High Performance Message Passing

In order to support application-level communication, such as MPI, as well as system-level communication, such as that which occurs between the compute node daemons and the launcher, a flexible, high-performance data movement layer is needed. Much of the work on the Intel MPP machines focused on providing a communication layer that could deliver the highest possible percentage of network resources to these applications. The result of this work are Portals , which are the data movement layer supported on the Intel TFLOPS machine.

Parallel Job Launcher

The parallel job launcher works with the other system software components to start, monitor, and stop parallel jobs. The launcher contacts the allocator to get the appropriate type and number of nodes that the user desires. It then contacts the compute node daemon processes to create the run time environment necessary for supporting a parallel job. The launcher process is responsible for sending or receiving UNIX standard I/O requests and works with the compute node daemons to propogate any UNIX signals that it receives out to the compute node application processes.
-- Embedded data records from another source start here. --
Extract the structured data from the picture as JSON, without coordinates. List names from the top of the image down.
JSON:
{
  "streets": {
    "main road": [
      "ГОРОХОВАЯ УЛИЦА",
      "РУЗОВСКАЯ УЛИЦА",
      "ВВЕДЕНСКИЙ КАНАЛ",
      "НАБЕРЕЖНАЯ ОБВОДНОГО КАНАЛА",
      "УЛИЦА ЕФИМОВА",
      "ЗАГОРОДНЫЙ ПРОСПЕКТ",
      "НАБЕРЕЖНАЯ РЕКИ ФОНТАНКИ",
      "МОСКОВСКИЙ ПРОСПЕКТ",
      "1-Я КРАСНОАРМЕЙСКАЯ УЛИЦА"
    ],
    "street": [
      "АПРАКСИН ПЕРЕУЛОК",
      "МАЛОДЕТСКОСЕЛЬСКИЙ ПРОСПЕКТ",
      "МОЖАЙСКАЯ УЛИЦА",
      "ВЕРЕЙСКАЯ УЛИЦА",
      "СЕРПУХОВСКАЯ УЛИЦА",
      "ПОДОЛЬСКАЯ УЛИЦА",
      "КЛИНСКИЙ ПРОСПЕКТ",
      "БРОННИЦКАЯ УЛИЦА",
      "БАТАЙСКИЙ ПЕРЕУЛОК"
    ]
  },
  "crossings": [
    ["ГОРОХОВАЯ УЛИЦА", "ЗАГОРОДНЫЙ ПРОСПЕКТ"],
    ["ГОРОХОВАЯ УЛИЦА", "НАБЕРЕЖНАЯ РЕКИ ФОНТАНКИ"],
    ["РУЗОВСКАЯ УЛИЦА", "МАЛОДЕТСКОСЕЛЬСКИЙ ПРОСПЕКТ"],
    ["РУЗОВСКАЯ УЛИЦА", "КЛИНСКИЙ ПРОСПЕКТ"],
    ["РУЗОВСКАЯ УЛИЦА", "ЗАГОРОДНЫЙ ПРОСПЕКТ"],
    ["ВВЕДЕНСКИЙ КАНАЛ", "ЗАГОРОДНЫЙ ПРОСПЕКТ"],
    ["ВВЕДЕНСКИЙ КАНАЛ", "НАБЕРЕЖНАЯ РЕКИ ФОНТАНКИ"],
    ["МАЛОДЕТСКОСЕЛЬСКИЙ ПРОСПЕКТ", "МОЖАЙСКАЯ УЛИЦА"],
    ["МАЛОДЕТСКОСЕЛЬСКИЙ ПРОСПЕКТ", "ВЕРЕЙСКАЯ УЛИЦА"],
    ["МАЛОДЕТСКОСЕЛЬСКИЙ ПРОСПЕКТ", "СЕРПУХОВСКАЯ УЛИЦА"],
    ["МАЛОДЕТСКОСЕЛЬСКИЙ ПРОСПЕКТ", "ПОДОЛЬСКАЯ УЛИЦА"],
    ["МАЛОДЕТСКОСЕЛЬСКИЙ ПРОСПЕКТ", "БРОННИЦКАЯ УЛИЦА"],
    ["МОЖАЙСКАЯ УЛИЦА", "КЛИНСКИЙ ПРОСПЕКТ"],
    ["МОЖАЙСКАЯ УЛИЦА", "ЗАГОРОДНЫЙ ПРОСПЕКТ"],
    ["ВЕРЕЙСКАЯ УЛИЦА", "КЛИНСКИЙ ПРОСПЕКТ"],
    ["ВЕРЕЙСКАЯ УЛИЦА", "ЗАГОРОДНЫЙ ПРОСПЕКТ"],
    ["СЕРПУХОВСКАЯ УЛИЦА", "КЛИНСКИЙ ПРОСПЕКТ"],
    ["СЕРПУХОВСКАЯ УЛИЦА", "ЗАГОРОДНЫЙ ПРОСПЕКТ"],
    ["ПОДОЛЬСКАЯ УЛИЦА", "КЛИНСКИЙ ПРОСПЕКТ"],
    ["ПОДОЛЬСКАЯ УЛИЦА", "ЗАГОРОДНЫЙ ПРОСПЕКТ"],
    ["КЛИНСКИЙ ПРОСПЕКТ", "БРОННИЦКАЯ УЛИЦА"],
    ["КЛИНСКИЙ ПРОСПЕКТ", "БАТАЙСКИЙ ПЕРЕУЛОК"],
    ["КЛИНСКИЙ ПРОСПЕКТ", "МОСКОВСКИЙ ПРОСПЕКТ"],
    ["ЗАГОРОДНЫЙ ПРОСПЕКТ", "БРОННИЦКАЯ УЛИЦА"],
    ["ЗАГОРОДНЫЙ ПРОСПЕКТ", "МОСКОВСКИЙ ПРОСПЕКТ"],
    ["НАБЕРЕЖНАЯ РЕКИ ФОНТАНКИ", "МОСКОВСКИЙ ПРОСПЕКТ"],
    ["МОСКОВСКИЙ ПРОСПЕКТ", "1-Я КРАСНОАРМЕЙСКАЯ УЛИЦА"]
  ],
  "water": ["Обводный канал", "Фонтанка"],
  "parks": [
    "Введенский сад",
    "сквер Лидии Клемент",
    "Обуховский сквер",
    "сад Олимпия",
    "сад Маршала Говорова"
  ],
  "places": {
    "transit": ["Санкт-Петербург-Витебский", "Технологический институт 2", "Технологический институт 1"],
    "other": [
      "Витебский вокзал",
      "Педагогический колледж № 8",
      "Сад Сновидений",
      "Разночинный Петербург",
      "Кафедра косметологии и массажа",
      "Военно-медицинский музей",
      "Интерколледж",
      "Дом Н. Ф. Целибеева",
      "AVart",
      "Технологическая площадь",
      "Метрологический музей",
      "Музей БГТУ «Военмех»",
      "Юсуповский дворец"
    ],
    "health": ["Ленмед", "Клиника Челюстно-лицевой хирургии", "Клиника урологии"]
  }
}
The parallel job launcher for Cplant is called yod, as it was on the Paragon and TFLOPS machines (the name is a hal/ibm permutation of the launcher on the nCUBE, xnc). See the man page for yod for more details.

Compute Node Daemon Process

The compute node daemon process works with the launcher and the allocator to manage an individual compute node. It contacts the allocator when it is started to make a node available for use and is contacted by the allocator when it becomes part of a parallel job. The launcher process contacts compute node daemons to build the user environment in which the user process will execute. This environment includes the executable image, the user's shell environment, the number of processes in the job, and the rank of the particular process in the job. The compute node daemons that are involved in launching a job typically work together so that a spanning tree can be used to broadcast common information, such as the executable image, to all participating nodes efficiently. The daemon then launches the application process and monitors the child process. The daemon process then propogates UNIX signals to and from the child process to facilitate job shutdown and cleanup.

The compute node daemon process for Cplant is the Process Control Thread or PCT. On the machines running a lightweight kernel, this process was actually a kernel thread. For the Cplant machine, it is actually a heavyweight UNIX process. See the man page for PCT for more details.

Compute Node Allocator

The compute node allocator works with the launcher and the compute node daemon to manage the resources of the entire machine. It keeps track of which nodes are free and which are in use. On the Paragon and TFLOPS machines, the allocator had knowledge about the physical topology of the machine and could make intelligent decisions about the placement of application processes on physical nodes.

The compute node allocator for Cplant is the Bebopd (better engineered bag of Pc's daemon). The bebopd has been designed to be more adaptive to a cluster environment where there's a greater need for dynamic configuration. It is currently a single daemon process running in the service partition, but eventually will be a distributed service spread throughout the service partition. See the man page for bebopd for more details.

Compute Node Status Tool

The compute node status tool is used to view the status of the machine, such as

The compute node allocator for Cplant is pingd, which simply pings the bebopd to discover status information. It currently prints a single line of text for each avaialable compute node, but in the future it will be enhanced to be more scalable and more similar to the Paragon and TFLOPS showmesh utility. See the man page for pingd for more details.